Asimismo establecieron lo siguiente: “Ante esta realidad, llamamos con firmeza a la protección de los niños, niñas y adolescentes, denunciando toda forma de violencia y exclusión, y exhortando a la sociedad a asumir una responsabilidad colectiva frente a estas realidades que atentan contra la vida y la esperanza”.
Diálogo
Otro tema enfocado en la Carta Pastoral, se refiere a la importancia de la escucha y el diálogo como caminos para sanar las divisiones sociales, desde la perspectiva sinodal y unir a todos los dominicanos en una cruzada por la paz.
“El escuchar, -plantean- es fundamental para renovar nuestras relaciones, sobre el uso deshumanizante de los medios digitales cuando se emplean para la violencia, el odio o la desinformación”.
También, enfatizaron que en contraste, exhortan a las personas a aprovechar las nuevas tecnologías “para difundir el bien, fomentar el diálogo, proteger a los débiles y promover la verdad”.

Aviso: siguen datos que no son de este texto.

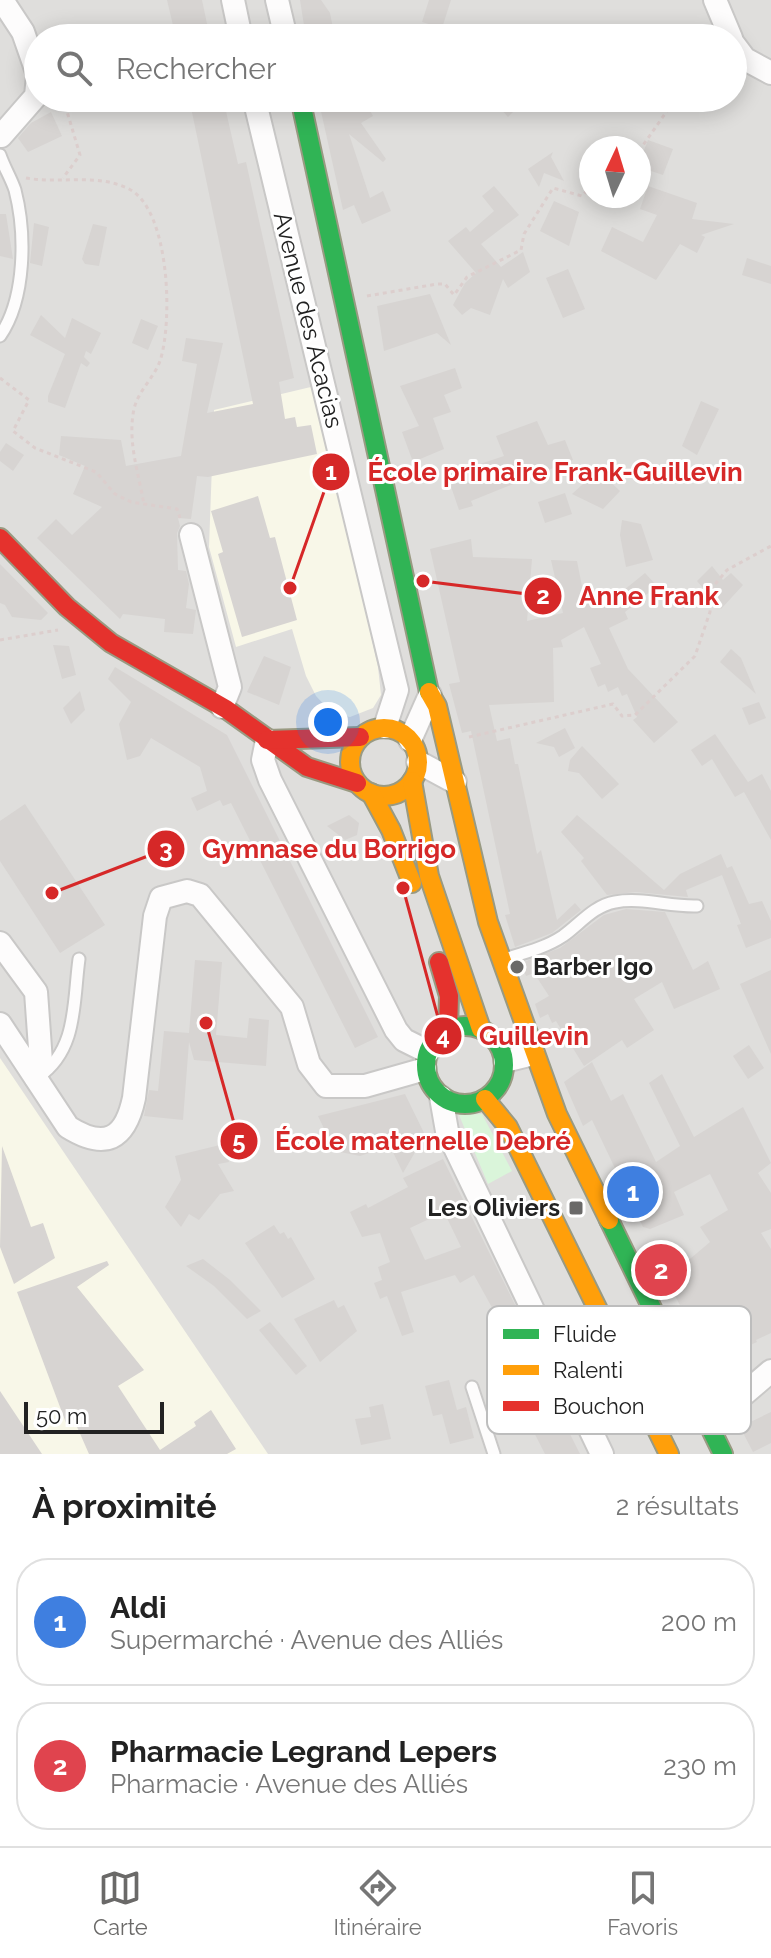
<!DOCTYPE html>
<html lang="fr">
<head>
<meta charset="utf-8">
<style>
	body { margin:0; font-family:Raleway,sans-serif; background:#f2f2f2; color:#222 }
	.compass { position:absolute; left:579px; top:136px; width:72px; height:72px; border-radius:50%; background:#fff; box-shadow:0 4px 20px #0003; rotate:4deg }
	.scale { position:absolute; left:24px; bottom:20px; width:140px; box-sizing:border-box; padding-left:8px; border:4px solid #222; border-top:0; font-size:22px; line-height:28px; white-space:nowrap; color:#222; -webkit-text-stroke:6px #fff; paint-order:stroke }
	.you { position:absolute; left:328px; top:722px; width:28px; height:28px; margin:-20px; border:6px solid #fff; border-radius:50%; background:#1a73e8; box-shadow:0 0 0 12px #1a73e833 }
	.badge { display:grid; place-items:center; width:52px; height:52px; border-radius:50%; background:#6a6968; color:#fff; font-size:26px; font-weight:700 }
	.pin { position:absolute; translate:-50% -50%; border:4px solid #fff; box-shadow:0 2px 8px #0006 }
	.list { margin:0; padding:0; list-style:none }
	h2 { display:flex; justify-content:space-between; align-items:center; height:104px; margin:0; padding:0 32px; font-size:34px }
	h2 small { font-size:26px; font-weight:400; color:#767676 }
	.list li { display:grid; grid-template-columns:52px 1fr auto; gap:24px; align-items:center; box-sizing:border-box; height:128px; margin:0 16px 16px; padding:0 16px; border:2px solid #e0e0e0; border-radius:32px }
	.list b { display:block; font-size:30px; white-space:nowrap }
	.list p { margin:0; font-size:26px; white-space:nowrap; color:#767676 }
	.list em { font-size:26px; font-style:normal; color:#767676 }
	.icon { flex:none; width:44px; height:44px; fill:none; stroke:currentColor; stroke-width:2; stroke-linecap:round; stroke-linejoin:round }
	.map { position:relative; flex:none; width:771px; height:1454px; overflow:hidden }
	.search { position:absolute; background:#fff; box-shadow:0 4px 20px #0003; left:24px; right:24px; top:24px; height:88px; display:flex; align-items:center; gap:20px; box-sizing:border-box; padding:0 28px; border-radius:44px; color:#767676; font-size:30px }
	.sheet { height:392px; background:#fff }
	nav { display:flex; justify-content:space-around; align-items:center; box-sizing:border-box; height:112px; border-top:2px solid #e0e0e0; background:#fff; font-size:22px; color:#767676 }
	nav a { display:grid; justify-items:center; gap:4px }
	nav .on { color:#6a6968 }
	.map>svg:first-child { display:block }
</style>
</head>
<body>
<div class="map">
<svg width="771" height="1454" viewBox="0 0 771 1454">
	<rect width="100%" height="100%" fill="#f0eeeb"/>
	<path fill="#dfdedc" fill-rule="evenodd" d="M0 0H771V1454H0ZM38 38H733V98H38ZM591 148H639V196H591Z"/>
	<g fill="#f8f7e8">
		<polygon points="315,386 378,667 381,695 373,708 350,717 332,713 316,696 306,676 292,629 236,647 209,547 214,410"/>
		<polygon points="0,1058 268,1454 0,1454"/>
	</g>
	<polygon fill="#daf5da" points="482,1114 512,1171 488,1184 459,1115"/>
	<g fill="#d7d4d2" fill-rule="evenodd">
		<polygon points="167,0 202,0 210,38 176,38"/>
		<polygon points="300,0 321,0 330,13 335,38 306,38"/>
		<polygon points="429,0 451,0 442,28 422,22"/>
		<polygon points="189,98 223,98 238,164 246,162 294,378 279,382 285,419 295,417 297,427 311,425 317,454 208,477 197,476 191,519 178,518 180,526 177,533 178,570 186,571 189,584 186,608 196,610 193,634 164,632 165,619 123,614 120,619 37,538 56,519 72,535 102,507 73,494 85,466 59,455 61,436 121,440 126,466 181,456 197,364 182,361 186,338 223,343 207,413 253,404"/>
		<polygon points="318,98 363,98 373,116 361,123 386,159 383,162 349,134 370,198 383,191 391,211 362,224 354,205 343,210"/>
		<polygon points="491,98 511,98 518,107 508,117"/>
		<polygon points="51,112 62,136 28,152 18,138 31,123"/>
		<polygon points="648,140 673,149 663,175 642,168 645,159 641,158"/>
		<polygon points="553,152 551,157 564,181 544,173 539,187 528,169"/>
		<polygon points="494,186 519,215 481,244 501,267 523,252 530,272 508,288 503,279 490,315 471,308 462,315 453,305 465,283 476,273 448,241 466,227 470,232 494,211 482,196"/>
		<polygon points="648,186 697,203 692,219 734,224 701,235 705,237 697,253 680,244 656,280 601,251 612,227 643,242 657,215 640,209"/>
		<polygon points="554,201 579,212 569,246 540,231"/>
		<polygon points="0,214 6,214 13,259 0,256"/>
		<polygon points="34,223 49,227 42,266 30,263"/>
		<polygon points="93,224 107,227 99,266 85,264 82,259"/>
		<polygon points="747,258 771,266 771,284 742,275"/>
		<polygon points="568,269 585,309 563,318 546,278"/>
		<polygon points="430,294 451,345 437,333 384,351 377,306"/>
		<polygon points="41,315 65,338 72,318 101,333 91,354 86,351 84,357 90,363 87,367 81,363 65,408 48,402 48,396 65,354 30,335"/>
		<polygon points="141,319 158,326 148,350 132,343"/>
		<polygon points="455,368 462,388 444,395 451,412 433,418 444,449 413,462 402,432 419,426 400,386"/>
		<polygon points="701,401 719,409 697,455 682,446"/>
		<polygon points="537,421 548,445 565,440 573,460 471,501 473,506 459,510 447,475 504,456 496,436"/>
		<polygon points="6,443 24,455 13,471 0,461 0,452"/>
		<polygon points="593,475 601,483 606,478 620,491 603,509 572,494"/>
		<polygon points="565,493 572,514 545,523 538,502"/>
		<polygon points="258,496 270,538 275,537 297,620 242,637 218,554 223,552 211,511"/>
		<polygon points="622,520 641,524 653,560 626,567 620,535"/>
		<polygon points="471,539 473,557 532,559 527,621 563,613 551,560 577,561 585,601 608,603 645,573 657,586 625,612 628,619 609,628 628,669 678,722 654,743 633,720 637,717 627,694 622,696 618,687 608,692 605,684 598,687 590,668 601,664 584,627 561,640 563,647 553,648 554,702 489,705 497,741 510,738 515,764 518,764 537,854 541,850 557,920 575,903 581,910 552,933 515,947 505,915 510,914 471,731 462,733 449,684 460,682 430,549"/>
		<polygon points="0,564 48,613 41,620 12,617 5,605 0,603"/>
		<polygon points="712,566 723,580 731,573 743,585 721,609 697,581"/>
		<polygon points="53,645 69,646 76,675 62,679"/>
		<polygon points="731,649 741,658 756,694 720,662"/>
		<polygon points="264,656 291,667 279,705 247,692"/>
		<polygon points="115,667 227,735 378,1037 355,1048 231,803 223,806 220,800 197,811 191,798 207,791 200,767 151,738 140,756 127,760 119,724 131,702 108,679"/>
		<polygon points="80,691 85,710 71,724 63,708"/>
		<polygon points="759,702 766,718 749,725 742,708"/>
		<polygon points="565,728 575,748 559,757 554,747 536,743"/>
		<polygon points="715,734 748,782 762,774 771,791 771,840 744,792 735,797 712,759 702,766 691,750"/>
		<polygon points="582,746 619,784 602,799 579,773 568,771 570,760"/>
		<polygon points="25,804 105,925 60,953 0,861 0,821"/>
		<polygon points="349,815 359,823 357,835 345,840 327,826"/>
		<polygon points="577,815 664,890 680,874 721,854 727,868 732,866 749,904 762,901 771,921 771,938 746,948 737,925 741,924 722,875 686,890 688,897 636,892 607,895 581,861 584,858 561,832"/>
		<polygon points="626,909 665,912 693,970 708,961 720,989 674,1009 662,982 634,999 654,1030 627,1048 622,1040 584,1066 556,1021 552,1023 548,1014 540,1018 535,1004 549,996 534,973 526,976 521,963 560,948 604,915"/>
		<polygon points="195,960 222,962 216,1035 247,1038 249,1018 269,1020 266,1066 194,1060 189,1042 183,1120 144,1116 149,1090 158,1091 164,1031 189,1033"/>
		<polygon points="771,970 771,1054 740,984"/>
		<polygon points="749,1045 764,1068 748,1079 733,1056"/>
		<polygon points="592,1062 611,1101 623,1094 656,1162 680,1146 649,1083 662,1074 694,1137 743,1107 771,1163 758,1173 771,1193 771,1229 761,1233 771,1249 771,1333 756,1340 757,1342 748,1346 751,1351 738,1358 741,1367 735,1369 738,1375 721,1383 687,1307 682,1309 674,1294 667,1298 648,1260 668,1250 678,1269 710,1242 700,1227 728,1210 710,1174 674,1192 684,1215 650,1229 643,1227 592,1120 583,1126 564,1082"/>
		<polygon points="405,1094 425,1135 403,1173 390,1146 360,1156 335,1151 318,1116"/>
		<polygon points="224,1144 229,1162 218,1164 234,1191 220,1194 199,1220 189,1214 181,1227 165,1207 181,1180 175,1156"/>
		<polygon points="2,1146 31,1227 43,1223 55,1258 14,1284 0,1247"/>
		<path d="M443 1159 527 1329 519 1332 580 1454H545L498 1362 506 1358 488 1325 497 1321 495 1313 474 1275 460 1283 455 1275 401 1292 414 1332 402 1336 387 1296 380 1299 374 1283 382 1280 378 1267 390 1262 380 1233 362 1237 350 1212 366 1204 368 1208 408 1187 403 1178ZM444 1212 461 1247 425 1260 410 1228Z"/>
		<polygon points="274,1225 280,1234 284,1232 288,1239 291,1237 315,1279 282,1298 245,1243"/>
		<polygon points="203,1259 230,1280 261,1311 247,1319 214,1286 186,1266"/>
		<polygon points="107,1261 109,1265 77,1287 144,1370 118,1386 160,1450 196,1426 194,1422 211,1410 236,1449 227,1454 89,1454 74,1420 66,1423 17,1292"/>
		<polygon points="334,1300 338,1308 344,1305 357,1331 320,1362 294,1319"/>
		<polygon points="270,1322 307,1366 296,1375 259,1330"/>
		<polygon points="449,1380 457,1410 466,1407 474,1438 450,1444 442,1414 433,1416 425,1386"/>
		<polygon points="0,1391 42,1454 0,1454"/>
		<polygon points="383,1404 391,1439 361,1445 355,1419 371,1417 369,1407"/>
		<polygon points="771,1412 771,1443 753,1452 740,1427"/>
	</g>
	<g fill="none" stroke-linecap="round" stroke-linejoin="round">
		<defs>
			<g id="lane">
				<path d="M0 155C4 167 11 178 15 190 26 233 26 298 0 336"/>
				<path d="M504 959C524 953 545 948 563 936 580 924 593 906 615 902 642 897 669 907 697 906"/>
				<path d="M38 1077C78 1050 73 1002 79 959"/>
				<polyline points="472,1387 494,1454"/>
			</g>
			<g id="street">
				<polyline points="2,0 23,32 38,75"/>
				<polyline points="233,0 241,38"/>
				<polyline points="277,0 286,38"/>
				<polyline points="715,0 731,38"/>
				<polyline points="733,43 745,59 771,73"/>
				<polyline points="254,98 397,690 385,727"/>
				<polyline points="1,136 36,96 38,75"/>
				<polyline points="191,535 230,687 222,707"/>
				<polyline points="267,740 263,760 270,780 396,1030 404,1040 428,1052"/>
				<polyline points="410,740 430,695"/>
				<polyline points="418,762 455,782"/>
				<polyline points="0,943 36,992 41,1062 36,1078"/>
				<path d="M0 1024 68 1127C105 1150 125 1140 134 1098L155 916 161 898 187 891 200 895 292 1007 309 1064 326 1086H365L425 1069"/>
				<polyline points="505,1061 533,1054"/>
				<polyline points="441,1097 447,1131 602,1454"/>
				<polyline points="709,1424 771,1371"/>
			</g>
			<g id="fast">
				<polyline points="300,98 429,692"/>
				<circle cx="465" cy="1065" r="39"/>
				<polyline points="609,1220 723,1454"/>
			</g>
			<g id="slow">
				<polyline points="429,692 437,706 488,922 557,1114 609,1220"/>
				<circle cx="384" cy="762" r="34"/>
				<polyline points="412,781 429,876 481,1029"/>
				<polyline points="371,793 391,830 412,883"/>
				<polyline points="485,1099 508,1127 669,1454"/>
			</g>
			<g id="jam">
				<polyline points="0,538 67,607 111,643 226,709 307,767 357,783"/>
				<polyline points="267,740 360,737"/>
				<polyline points="439,962 449,996 448,1030"/>
			</g>
		</defs>
		<use href="#lane" stroke="#c9c8c7" stroke-width="15"/>
		<use href="#street" stroke="#c9c8c7" stroke-width="26"/>
		<use href="#fast" stroke="#999a82" stroke-width="22"/>
		<use href="#slow" stroke="#999a82" stroke-width="22"/>
		<use href="#jam" stroke="#999a82" stroke-width="22"/>
		<g stroke="#dccecd" stroke-width="3" stroke-dasharray="4 4" stroke-linecap="butt">
			<polyline points="63,98 80,155 63,178"/>
			<polyline points="639,151 667,111"/>
			<path d="M26 178C59 184 98 173 129 189 170 210 173 322 160 361 154 378 138 391 134 409 127 441 139 474 144 505"/>
			<polyline points="367,296 437,284 445,284 454,295 467,277 521,250 524,234 553,188 582,196 591,186"/>
			<polyline points="0,378 29,400 13,431 35,448 96,472 115,494 131,502 177,509 180,518"/>
			<polyline points="0,640 58,630"/>
			<polyline points="469,737 613,704 622,716 635,715 695,656 710,612 711,589 727,570 771,546"/>
		</g>
		<use href="#lane" stroke="#fdfcfc" stroke-width="11"/>
		<use href="#street" stroke="#fdfcfc" stroke-width="22"/>
		<use href="#fast" stroke="#30b455" stroke-width="18"/>
		<use href="#slow" stroke="#ff9f0a" stroke-width="18"/>
		<use href="#jam" stroke="#e5322d" stroke-width="18"/>
	</g>
	<g fill="#6a6968" stroke="#fff" stroke-width="3">
		<circle cx="517" cy="967" r="8"/>
		<rect x="568" y="1200" width="16" height="16" rx="4"/>
	</g>
	<g text-anchor="middle" stroke-width="6" stroke-linejoin="round" paint-order="stroke">
		<g font-size="24" fill="#222" stroke="#fff">
			<text transform="translate(308 320) rotate(76)" y="8">Avenue des Acacias</text>
		</g>
		<g font-size="24" font-weight="bold" fill="#222" stroke="#fff" text-anchor="start">
			<text x="533" y="975">Barber Igo</text>
			<text x="560" y="1216" text-anchor="end">Les Oliviers</text>
		</g>
	</g>
	<rect x="487" y="1306" width="264" height="128" rx="12" fill="#fff" stroke="#bdbdbd" stroke-width="2"/>
	<rect x="503" y="1329" width="36" height="10" fill="#30b455"/>
	<rect x="503" y="1365" width="36" height="10" fill="#ff9f0a"/>
	<rect x="503" y="1401" width="36" height="10" fill="#e5322d"/>
	<g font-size="22" fill="#222">
		<text x="553" y="1342">Fluide</text>
		<text x="553" y="1378">Ralenti</text>
		<text x="553" y="1414">Bouchon</text>
	</g>
	<path fill="none" stroke="#d62828" stroke-width="3" d="M290 588L331 472M423 581L543 596M52 893L166 849M403 888L443 1036M206 1023L239 1141"/>
	<g fill="#d62828" stroke="#fff" stroke-width="3">
		<circle cx="290" cy="588" r="8"/>
		<circle cx="423" cy="581" r="8"/>
		<circle cx="52" cy="893" r="8"/>
		<circle cx="403" cy="888" r="8"/>
		<circle cx="206" cy="1023" r="8"/>
		<circle cx="331" cy="472" r="20"/>
		<circle cx="543" cy="596" r="20"/>
		<circle cx="166" cy="849" r="20"/>
		<circle cx="443" cy="1036" r="20"/>
		<circle cx="239" cy="1141" r="20"/>
	</g>
	<g font-size="24" text-anchor="middle" font-weight="bold" fill="#fff">
		<text x="331" y="480">1</text>
		<text x="543" y="604">2</text>
		<text x="166" y="857">3</text>
		<text x="443" y="1045">4</text>
		<text x="239" y="1149">5</text>
	</g>
	<g font-size="26" text-anchor="middle" font-weight="bold" fill="#d62828" stroke="#fff" stroke-width="6" stroke-linejoin="round" paint-order="stroke">
		<text x="555" y="481">École primaire Frank-Guillevin</text>
		<text x="649" y="605">Anne Frank</text>
		<text x="329" y="858">Gymnase du Borrigo</text>
		<text x="534" y="1045">Guillevin</text>
		<text x="423" y="1150">École maternelle Debré</text>
	</g>
</svg>
<svg class="compass" viewBox="-18 -18 36 36"><path d="M0-13l5 13h-10z" fill="#e53935"/><path d="M0 13l5-13h-10z" fill="#767676"/></svg>
<div class="scale">50 m</div>
<div class="you"></div>
<div class="pin badge" style="left:633px;top:1192px;background:#3f7fe0">1</div>
<div class="pin badge" style="left:661px;top:1270px;background:#e0444e">2</div>
<div class="search"><svg class="icon" aria-label="search" viewBox="0 0 24 24"><circle cx="10" cy="10" r="6"/><path d="M15 15l6 6"/></svg>Rechercher</div>
</div>
<section class="sheet">
<h2>À proximité<small>2 résultats</small></h2>
<ul class="list">
<li><span class="badge" style="background:#3f7fe0">1</span><div><b>Aldi</b><p>Supermarché · Avenue des Alliés</p></div><em>200 m</em></li>
<li><span class="badge" style="background:#e0444e">2</span><div><b>Pharmacie Legrand Lepers</b><p>Pharmacie · Avenue des Alliés</p></div><em>230 m</em></li>
</ul>
</section>
<nav>
<a class="on"><svg class="icon" aria-label="map" viewBox="0 0 24 24"><path d="M3 6l6-2 6 2 6-2v14l-6 2-6-2-6 2zM9 4v14M15 6v14"/></svg>Carte</a>
<a><svg class="icon" aria-label="directions" viewBox="0 0 24 24"><path d="M12 3l9 9-9 9-9-9zM9 14v-3h6M13 9l2 2-2 2"/></svg>Itinéraire</a>
<a><svg class="icon" aria-label="saved" viewBox="0 0 24 24"><path d="M7 4h10v16l-5-4-5 4z"/></svg>Favoris</a>
</nav>
</body>
</html>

Los obispos también recuerda que el bautismo es el fundamento de una vida nueva que transforma las relaciones humanas y sociales y agregaron: “Por el bautismo entramos en una nueva relación con Dios, con los demás y con toda la creación”.
Cuidado ambiental
Al referirse al medio ambiente, la Conferencia del Episcopado Dominicano recordó que la creación no puede ser vista como propiedad para explotar, sino como un don confiado a la responsabilidad humana. En ese orden, expresó preocupación por la contaminación, la acumulación de basura y la presencia masiva de sargazo en las playas, y promueve decisioes públicas responsables.
Los obispos invitaron al pueblo dominicano a renovar su compromiso bautismal a través de una doble actitud: la renuncia a toda forma de mal, violencia y corrupción, y el compromiso de vivir como hermanos, trabajando por una sociedad más justa y solidaria.
“Todos nos hemos bautizado en un solo Espíritu para formar un solo cuerpo”, conforme a la Carta Pastoral.